Рысь, услышав это имя (а может, просто старый, знакомый голос), сделала шаг вперёд. Не для того, чтобы подойти. Просто сократила дистанцию. Посмотрела. Взгляд её смягчился. Она медленно, с царственным достоинством, кивнула своей красивой головой с кисточками. Потом обернулась к своей спутнице — той, что первой приняла бой. Та была крупнее, мускулистее, с ярко-рыжей шерстью. Рыжик.
Он тоже посмотрел на Анну Ивановну. В его взгляде не было детской доверчивости. Была уважительная отстранённость взрослого, могучего зверя, который помнит добро. Он коротко, отрывисто фыркнул, будто говоря: «Ну вот. Разобрались».
Потом они развернулись. И ушли. Не побежали — ушли. Мягко ступая по инею, два силуэта растворились в чёрном провале леса.
Анна Ивановна стояла на крыльце, и слёзы текли по её морщинистым щекам, но на душе было светло и спокойно. Они выросли. Они стали сильными, красивыми, дикими. И они пришли. Не за помощью. Они пришли, чтобы помочь. Чтобы отстоять то место и ту старуху, которые когда-то были для них целым миром.
Она больше никогда их вблизи не видела. Но иногда, выходя утром на крыльцо, она находила на нём «подарки»: свежепойманного зайца, тетерева. А однажды — даже косулёнка, оставленного аккуратно, как дань. И зимой, глядя на свежевыпавший снег вокруг дома, она видела цепочки крупных, округлых следов с отпечатками мощных когтей. Следы обходили дом кругом, как незримая, но нерушимая охрана.

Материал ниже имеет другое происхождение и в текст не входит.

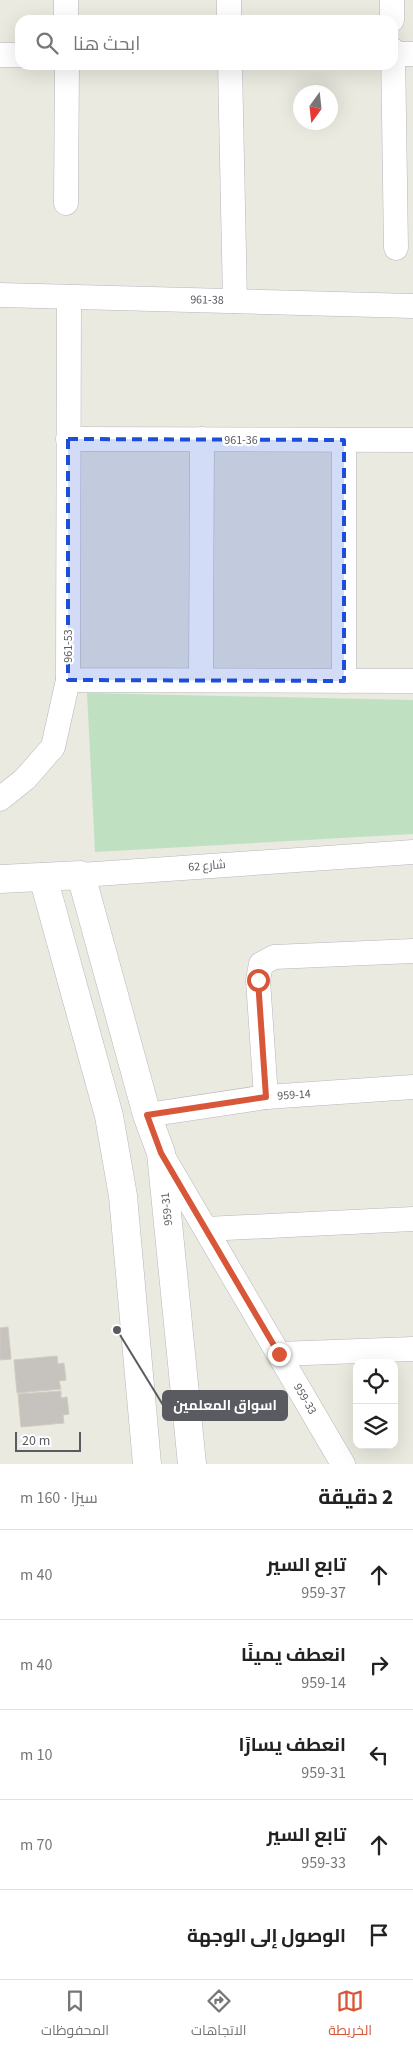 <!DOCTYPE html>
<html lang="ar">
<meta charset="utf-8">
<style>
:root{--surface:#fff;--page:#f2f2f2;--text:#222;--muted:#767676;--line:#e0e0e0;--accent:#d85739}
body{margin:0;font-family:"Source Sans 3",Cairo,sans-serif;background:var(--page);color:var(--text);direction:rtl}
.controls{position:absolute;right:15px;bottom:15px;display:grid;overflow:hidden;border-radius:10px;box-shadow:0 5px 20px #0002}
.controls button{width:45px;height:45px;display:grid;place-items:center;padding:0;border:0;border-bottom:1px solid var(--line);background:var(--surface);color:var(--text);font:25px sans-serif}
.compass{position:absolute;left:293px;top:85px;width:45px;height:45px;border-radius:50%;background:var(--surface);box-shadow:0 5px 20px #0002;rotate:195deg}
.scale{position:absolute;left:15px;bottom:12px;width:66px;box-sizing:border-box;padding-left:5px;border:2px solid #595b60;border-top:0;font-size:14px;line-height:18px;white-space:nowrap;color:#595b60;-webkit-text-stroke:4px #fff;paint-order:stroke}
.stop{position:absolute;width:15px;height:15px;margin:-11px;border:4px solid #d85739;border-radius:50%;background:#fff}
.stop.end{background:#d85739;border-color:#fff;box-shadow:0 1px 5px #0008}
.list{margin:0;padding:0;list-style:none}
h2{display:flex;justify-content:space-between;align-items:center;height:65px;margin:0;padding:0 20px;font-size:21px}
h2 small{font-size:16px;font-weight:400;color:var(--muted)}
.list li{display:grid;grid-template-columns:32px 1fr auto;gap:15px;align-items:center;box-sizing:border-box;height:90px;padding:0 20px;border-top:1px solid var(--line)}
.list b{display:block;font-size:19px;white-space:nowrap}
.list p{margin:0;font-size:16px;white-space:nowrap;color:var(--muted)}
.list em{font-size:16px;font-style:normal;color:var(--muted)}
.icon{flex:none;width:28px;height:28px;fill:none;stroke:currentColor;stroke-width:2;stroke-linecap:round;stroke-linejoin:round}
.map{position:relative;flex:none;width:413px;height:1464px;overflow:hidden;direction:ltr}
.search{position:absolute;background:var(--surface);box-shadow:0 5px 20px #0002;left:15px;right:15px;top:15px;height:55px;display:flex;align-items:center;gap:12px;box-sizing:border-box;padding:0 18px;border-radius:15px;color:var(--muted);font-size:19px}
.sheet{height:515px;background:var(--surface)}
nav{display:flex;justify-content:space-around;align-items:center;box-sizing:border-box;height:70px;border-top:1px solid var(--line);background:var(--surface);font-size:14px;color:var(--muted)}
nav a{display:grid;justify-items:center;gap:2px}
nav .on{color:var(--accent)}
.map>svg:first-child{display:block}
.green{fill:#bfe1c2}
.building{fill:#c6c3be;stroke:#cfccbf}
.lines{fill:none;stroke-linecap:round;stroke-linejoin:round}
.minor-casing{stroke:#b6b7bc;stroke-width:25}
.tertiary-casing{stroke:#b6b7bc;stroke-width:29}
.minor{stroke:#fff;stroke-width:24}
.tertiary{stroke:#fff;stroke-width:28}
.route{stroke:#d85739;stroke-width:6}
.marked{fill:#1d4ed8;fill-opacity:0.2;stroke:#1d4ed8;stroke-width:4;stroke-dasharray:10 6;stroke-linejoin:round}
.labels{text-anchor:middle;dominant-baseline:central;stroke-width:4.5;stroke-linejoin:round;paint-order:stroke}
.street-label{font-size:12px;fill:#595b60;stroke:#fff}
.leader{fill:none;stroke:#595b60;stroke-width:2}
.callout-dot{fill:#595b60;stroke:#fff;stroke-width:2}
.callout{fill:#595b60;stroke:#595b60;stroke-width:2}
.callout-label{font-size:14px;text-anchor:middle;font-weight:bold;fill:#fff}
</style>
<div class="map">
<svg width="413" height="1464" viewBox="0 0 413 1464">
<rect width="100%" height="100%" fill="#ebeae0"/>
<!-- green -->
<polygon class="green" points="87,693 413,700 413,834 95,852"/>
<!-- building -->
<g class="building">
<polygon points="8,1327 11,1359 0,1360 0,1328"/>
<polygon points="57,1356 58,1364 64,1363 66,1380 59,1381 61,1389 17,1393 14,1360"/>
<polygon points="61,1391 61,1398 67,1397 69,1414 63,1415 64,1423 21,1427 18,1394"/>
</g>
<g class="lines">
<!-- minor casing -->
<g class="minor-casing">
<g id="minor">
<polyline points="66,0 66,20"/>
<polyline points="229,0 229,20"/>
<polyline points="392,0 392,20"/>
<polyline points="393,50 396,248"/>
<polyline points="393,54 413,54"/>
<polyline points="0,55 20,55"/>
<polyline points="230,65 235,301"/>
<polyline points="66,203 67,65"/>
<polyline points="0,295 413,306"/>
<polyline points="69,297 68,680 413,681"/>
<polyline points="68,439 413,440"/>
<polyline points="201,680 202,439"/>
<polyline points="344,681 344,440"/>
<polyline points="0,799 25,779 53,747 68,680"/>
<polyline points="81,875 413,852"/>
<polyline points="266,1097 258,980 261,964 274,957 413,951"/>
<polyline points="147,1115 266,1097 413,1087"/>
<polyline points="161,1153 343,1464"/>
<polyline points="206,1229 413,1219"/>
<polyline points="279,1354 413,1349"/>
</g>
</g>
<!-- tertiary casing -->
<g class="tertiary-casing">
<g id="tertiary">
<polyline points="43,877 109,1116 123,1196 147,1464"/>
<polyline points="0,879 81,875 147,1115 161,1153 192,1464"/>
</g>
</g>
<!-- minor -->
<use href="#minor" class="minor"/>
<!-- tertiary -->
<use href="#tertiary" class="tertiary"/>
</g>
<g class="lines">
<!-- route -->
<polyline class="route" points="258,980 266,1097 147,1115 161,1153 279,1354"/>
</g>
<!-- marked area -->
<path class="marked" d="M68,439L344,440V681L68,680Z"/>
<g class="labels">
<!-- street labels -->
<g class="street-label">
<text transform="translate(207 300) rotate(1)">961-38</text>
<text x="241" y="440">961-36</text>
<text transform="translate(68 646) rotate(-90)">961-53</text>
<text transform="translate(207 866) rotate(-4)">شارع 62</text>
<text transform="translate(294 1095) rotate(-4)">959-14</text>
<text transform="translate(167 1209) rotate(-96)">959-31</text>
<text transform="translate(305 1399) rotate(60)">959-33</text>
</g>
</g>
<!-- callouts -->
<path class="leader" d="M117 1330L163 1405"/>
<circle class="callout-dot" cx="117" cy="1330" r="5"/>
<rect class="callout" x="163" y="1391" width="124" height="29" rx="5"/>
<g class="callout-label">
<text x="225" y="1410">اسواق المعلمين</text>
</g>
</svg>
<div class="controls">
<button><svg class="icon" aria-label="locate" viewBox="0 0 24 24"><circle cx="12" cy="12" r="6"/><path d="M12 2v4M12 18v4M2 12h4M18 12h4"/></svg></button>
<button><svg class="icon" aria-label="layers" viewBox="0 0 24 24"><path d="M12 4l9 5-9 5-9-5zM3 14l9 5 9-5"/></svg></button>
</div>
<svg class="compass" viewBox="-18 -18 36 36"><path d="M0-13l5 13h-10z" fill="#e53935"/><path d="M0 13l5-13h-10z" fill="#767676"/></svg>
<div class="scale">20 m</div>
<div class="stop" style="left:258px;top:980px"></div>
<div class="stop end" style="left:279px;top:1354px"></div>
<div class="search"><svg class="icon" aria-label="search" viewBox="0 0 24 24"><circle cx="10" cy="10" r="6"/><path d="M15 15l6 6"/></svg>ابحث هنا</div>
</div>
<section class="sheet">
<h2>2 دقيقة<small>سيرًا · 160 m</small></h2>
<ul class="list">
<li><svg class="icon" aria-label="ahead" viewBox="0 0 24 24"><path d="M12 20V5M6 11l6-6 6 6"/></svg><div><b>تابع السير</b><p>959-37</p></div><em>40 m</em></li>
<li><svg class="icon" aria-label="right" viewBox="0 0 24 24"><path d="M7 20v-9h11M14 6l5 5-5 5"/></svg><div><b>انعطف يمينًا</b><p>959-14</p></div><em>40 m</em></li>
<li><svg class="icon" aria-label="left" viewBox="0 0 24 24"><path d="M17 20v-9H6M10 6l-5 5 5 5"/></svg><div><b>انعطف يسارًا</b><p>959-31</p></div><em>10 m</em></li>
<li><svg class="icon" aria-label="ahead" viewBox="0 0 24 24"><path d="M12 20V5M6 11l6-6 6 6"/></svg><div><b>تابع السير</b><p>959-33</p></div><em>70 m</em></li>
<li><svg class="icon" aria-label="arrive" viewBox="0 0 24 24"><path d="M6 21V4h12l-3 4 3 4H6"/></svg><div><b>الوصول إلى الوجهة</b></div></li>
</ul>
</section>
<nav>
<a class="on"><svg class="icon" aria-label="map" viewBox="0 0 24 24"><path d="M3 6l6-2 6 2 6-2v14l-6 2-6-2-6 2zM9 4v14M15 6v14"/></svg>الخريطة</a>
<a><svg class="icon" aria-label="directions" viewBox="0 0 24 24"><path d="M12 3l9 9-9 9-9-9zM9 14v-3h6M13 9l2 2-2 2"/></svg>الاتجاهات</a>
<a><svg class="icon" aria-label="saved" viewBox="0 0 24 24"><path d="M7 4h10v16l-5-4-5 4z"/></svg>المحفوظات</a>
</nav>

Они были свободны. Они были дики. Но тонкая, невидимая нить между ними и старой женщиной в лесной избушке не порвалась. Она превратилась в закон, понятный только им троим: закон памяти, благодарности и той странной, немой любви, которая может возникнуть только на границе двух миров — человеческого и звериного. И которая иногда, в лютую стужу или в минуту смертельной опасности, оказывается крепче стали и теплее домашнего очага.
Анна Ивановна больше не чувствовала себя одинокой. Она знала: где-то там, в глубине векового леса, живут её рысьи дети. И пока они есть — её дом под защитой. Не людей. Самой дикой, древней и честной силы на свете.